Tuesday, 25 September 2018

Henley Archaeological & Historical Group

WE have had two of our most fascinating talks on totally different topics.

WE have had two of our most fascinating talks on totally different topics.

Derek Toms’s account of Philip II of Macedonia was an absolute eye-opener regarding classical history while Mark Stevens’s talk on Broadmoor had sounded a very gloomy subject but turned out to be equally illuminating with regard to Victorian values.

At times life at Broadmoor sounded almost like a Butlin’s holiday camp but with very tall walls!

I am pleased to say that most lectures have been superb but there have sometimes been problems when people at the back of the room were unable to hear.

The town hall system is too heavy but fortunately Tony Clark has provided the answer with a joint share.
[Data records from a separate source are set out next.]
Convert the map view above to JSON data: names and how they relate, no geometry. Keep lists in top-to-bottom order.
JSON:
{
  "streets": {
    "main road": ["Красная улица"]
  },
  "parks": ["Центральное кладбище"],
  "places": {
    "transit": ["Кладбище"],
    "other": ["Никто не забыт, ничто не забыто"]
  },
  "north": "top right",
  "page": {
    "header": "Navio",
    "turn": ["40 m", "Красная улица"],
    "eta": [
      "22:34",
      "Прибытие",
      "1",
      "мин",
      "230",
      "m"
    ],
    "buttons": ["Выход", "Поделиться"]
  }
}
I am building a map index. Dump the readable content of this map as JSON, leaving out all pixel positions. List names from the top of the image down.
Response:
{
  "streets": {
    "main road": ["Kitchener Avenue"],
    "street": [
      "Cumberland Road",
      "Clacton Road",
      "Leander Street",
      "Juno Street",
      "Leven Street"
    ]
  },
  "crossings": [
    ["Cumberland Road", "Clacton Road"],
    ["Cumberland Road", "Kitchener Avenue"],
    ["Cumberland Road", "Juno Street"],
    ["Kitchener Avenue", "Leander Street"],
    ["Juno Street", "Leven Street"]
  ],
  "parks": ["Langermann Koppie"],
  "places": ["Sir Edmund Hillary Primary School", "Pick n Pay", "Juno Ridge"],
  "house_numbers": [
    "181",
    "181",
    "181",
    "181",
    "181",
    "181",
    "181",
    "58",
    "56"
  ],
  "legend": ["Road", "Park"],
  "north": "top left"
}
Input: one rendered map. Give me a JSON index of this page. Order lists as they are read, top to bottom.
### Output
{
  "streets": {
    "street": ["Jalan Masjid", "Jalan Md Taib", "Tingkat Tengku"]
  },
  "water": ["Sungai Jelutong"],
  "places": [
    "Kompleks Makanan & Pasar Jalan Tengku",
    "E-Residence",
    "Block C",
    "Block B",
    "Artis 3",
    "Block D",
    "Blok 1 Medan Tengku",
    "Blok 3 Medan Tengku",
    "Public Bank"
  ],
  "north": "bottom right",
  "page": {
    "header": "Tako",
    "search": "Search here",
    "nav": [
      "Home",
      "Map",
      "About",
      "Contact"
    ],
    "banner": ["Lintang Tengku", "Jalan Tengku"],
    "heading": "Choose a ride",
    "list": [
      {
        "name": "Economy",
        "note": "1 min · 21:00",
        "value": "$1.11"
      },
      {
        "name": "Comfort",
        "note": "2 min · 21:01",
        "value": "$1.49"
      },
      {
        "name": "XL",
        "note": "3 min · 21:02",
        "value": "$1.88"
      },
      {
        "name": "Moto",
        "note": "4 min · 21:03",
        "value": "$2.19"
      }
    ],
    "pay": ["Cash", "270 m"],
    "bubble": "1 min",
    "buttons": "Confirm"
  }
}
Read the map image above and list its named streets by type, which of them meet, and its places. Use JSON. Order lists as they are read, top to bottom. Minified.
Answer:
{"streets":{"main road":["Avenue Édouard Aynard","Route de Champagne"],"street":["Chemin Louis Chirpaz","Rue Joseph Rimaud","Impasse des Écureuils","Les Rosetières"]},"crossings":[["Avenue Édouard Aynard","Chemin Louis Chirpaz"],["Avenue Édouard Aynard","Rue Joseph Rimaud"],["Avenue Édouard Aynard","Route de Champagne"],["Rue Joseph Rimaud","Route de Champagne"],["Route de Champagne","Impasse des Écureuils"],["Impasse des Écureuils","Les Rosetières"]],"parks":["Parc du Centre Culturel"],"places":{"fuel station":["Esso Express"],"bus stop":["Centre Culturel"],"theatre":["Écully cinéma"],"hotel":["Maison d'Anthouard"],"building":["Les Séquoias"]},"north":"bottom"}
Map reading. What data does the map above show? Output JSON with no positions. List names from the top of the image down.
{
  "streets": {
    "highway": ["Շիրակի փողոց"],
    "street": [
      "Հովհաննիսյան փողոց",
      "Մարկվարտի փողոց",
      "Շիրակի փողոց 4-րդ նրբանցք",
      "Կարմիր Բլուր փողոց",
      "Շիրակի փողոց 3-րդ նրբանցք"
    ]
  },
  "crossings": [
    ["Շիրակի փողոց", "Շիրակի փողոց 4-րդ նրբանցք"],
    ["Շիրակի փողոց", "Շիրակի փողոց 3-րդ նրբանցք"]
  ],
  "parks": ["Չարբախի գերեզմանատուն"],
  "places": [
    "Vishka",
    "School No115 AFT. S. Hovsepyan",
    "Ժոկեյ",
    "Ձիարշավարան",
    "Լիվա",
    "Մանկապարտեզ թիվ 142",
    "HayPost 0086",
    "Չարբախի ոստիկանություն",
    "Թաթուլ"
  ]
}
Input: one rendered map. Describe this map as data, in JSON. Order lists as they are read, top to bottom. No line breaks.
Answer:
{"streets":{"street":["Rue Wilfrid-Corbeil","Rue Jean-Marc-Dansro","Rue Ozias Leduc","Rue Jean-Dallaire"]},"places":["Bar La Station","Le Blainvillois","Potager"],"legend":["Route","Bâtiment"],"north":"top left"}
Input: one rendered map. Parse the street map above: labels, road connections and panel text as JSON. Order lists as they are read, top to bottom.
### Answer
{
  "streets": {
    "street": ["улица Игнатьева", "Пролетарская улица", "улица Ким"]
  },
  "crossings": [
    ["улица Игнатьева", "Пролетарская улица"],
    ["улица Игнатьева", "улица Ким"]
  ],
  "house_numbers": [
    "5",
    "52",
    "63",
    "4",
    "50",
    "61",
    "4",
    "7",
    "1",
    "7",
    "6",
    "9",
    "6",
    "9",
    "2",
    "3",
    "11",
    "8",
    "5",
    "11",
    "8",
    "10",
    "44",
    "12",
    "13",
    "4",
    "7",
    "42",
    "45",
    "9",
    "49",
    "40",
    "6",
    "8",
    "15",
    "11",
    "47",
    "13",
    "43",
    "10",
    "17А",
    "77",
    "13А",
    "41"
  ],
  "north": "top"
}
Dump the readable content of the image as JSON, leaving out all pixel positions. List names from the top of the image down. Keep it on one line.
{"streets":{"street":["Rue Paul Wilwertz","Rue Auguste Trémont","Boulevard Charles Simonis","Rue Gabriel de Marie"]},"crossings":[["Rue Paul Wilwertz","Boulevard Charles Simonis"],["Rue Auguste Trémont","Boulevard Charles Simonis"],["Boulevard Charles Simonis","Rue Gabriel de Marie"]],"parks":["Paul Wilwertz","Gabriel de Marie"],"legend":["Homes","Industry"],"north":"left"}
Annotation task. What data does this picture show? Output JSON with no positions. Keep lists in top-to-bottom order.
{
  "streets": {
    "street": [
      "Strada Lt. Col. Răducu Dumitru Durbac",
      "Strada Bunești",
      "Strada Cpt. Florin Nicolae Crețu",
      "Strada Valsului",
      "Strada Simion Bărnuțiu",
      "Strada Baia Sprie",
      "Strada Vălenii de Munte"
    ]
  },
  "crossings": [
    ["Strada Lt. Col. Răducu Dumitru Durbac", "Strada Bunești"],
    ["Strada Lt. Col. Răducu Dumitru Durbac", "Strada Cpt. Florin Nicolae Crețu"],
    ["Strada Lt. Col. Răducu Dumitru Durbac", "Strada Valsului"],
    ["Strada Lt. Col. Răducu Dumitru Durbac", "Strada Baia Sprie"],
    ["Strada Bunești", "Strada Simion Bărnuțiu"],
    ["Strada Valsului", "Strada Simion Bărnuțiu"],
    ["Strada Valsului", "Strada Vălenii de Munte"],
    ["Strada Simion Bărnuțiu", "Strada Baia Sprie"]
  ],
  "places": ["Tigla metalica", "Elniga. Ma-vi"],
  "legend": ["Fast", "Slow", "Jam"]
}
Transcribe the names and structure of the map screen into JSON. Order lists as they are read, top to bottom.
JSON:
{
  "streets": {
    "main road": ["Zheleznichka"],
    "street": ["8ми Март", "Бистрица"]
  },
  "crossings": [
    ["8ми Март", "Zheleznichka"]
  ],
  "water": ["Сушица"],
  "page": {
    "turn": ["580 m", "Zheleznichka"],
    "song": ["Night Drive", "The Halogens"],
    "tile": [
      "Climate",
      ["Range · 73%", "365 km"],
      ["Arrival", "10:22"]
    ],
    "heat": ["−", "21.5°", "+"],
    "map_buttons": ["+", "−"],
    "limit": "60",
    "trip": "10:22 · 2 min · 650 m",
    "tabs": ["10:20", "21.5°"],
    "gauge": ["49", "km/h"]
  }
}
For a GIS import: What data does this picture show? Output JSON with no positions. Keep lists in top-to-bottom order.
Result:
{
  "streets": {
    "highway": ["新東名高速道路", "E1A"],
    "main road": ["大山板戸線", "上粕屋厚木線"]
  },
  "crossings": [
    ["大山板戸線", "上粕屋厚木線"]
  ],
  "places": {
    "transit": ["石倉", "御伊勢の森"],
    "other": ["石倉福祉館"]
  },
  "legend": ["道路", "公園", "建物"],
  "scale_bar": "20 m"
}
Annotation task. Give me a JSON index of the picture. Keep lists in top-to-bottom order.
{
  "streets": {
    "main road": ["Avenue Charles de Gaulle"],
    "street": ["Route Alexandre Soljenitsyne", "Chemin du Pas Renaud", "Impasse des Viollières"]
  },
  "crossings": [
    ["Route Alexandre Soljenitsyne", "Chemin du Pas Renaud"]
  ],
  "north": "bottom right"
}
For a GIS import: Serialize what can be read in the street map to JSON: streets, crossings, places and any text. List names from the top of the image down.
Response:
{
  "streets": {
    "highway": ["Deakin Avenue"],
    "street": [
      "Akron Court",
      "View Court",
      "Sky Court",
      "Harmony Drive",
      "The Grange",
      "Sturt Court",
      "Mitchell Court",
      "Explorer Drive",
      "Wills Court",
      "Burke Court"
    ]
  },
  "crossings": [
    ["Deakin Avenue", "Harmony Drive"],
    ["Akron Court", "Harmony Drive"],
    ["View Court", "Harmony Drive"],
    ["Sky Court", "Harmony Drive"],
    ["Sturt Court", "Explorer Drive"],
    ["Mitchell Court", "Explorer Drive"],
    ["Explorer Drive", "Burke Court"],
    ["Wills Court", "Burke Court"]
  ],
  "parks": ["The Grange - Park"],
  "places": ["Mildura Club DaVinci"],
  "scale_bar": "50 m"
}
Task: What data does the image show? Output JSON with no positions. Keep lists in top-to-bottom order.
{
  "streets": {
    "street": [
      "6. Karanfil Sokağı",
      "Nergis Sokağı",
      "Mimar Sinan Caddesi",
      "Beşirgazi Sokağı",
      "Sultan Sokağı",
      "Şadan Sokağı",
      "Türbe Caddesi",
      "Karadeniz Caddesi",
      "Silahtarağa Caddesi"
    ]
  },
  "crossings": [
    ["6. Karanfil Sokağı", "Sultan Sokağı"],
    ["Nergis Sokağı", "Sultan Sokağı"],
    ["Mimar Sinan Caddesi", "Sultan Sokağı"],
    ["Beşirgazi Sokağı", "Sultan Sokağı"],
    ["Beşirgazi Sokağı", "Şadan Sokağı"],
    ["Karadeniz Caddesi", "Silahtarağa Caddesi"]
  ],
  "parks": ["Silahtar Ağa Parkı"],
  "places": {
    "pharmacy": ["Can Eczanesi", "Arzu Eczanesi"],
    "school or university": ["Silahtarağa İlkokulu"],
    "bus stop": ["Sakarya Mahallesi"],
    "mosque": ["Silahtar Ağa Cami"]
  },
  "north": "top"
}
Our thanks to him and hopefully this will solve the problem.



Two of our outings have taken place. The first was a walk around Wallingford when the rain was so torrential all day that only four people turned up.

In future members will have to pay when signing up as we cannot afford to use group funds to make up the shortfall for the guide.

Incidentally, the walk continued with the protection of umbrellas and was very worthwhile.

The second was a visit to Nether Winchendon on June 8 when, by contrast, the weather was beautiful.

A group of 23, comprising members as well as others from invited groups in Henley, enjoyed a visit to the house, which is on the banks of the River Thame.

We were fortunate to be given a guided tour of some of the ground floor rooms by the owner, Robert Spencer Bernard.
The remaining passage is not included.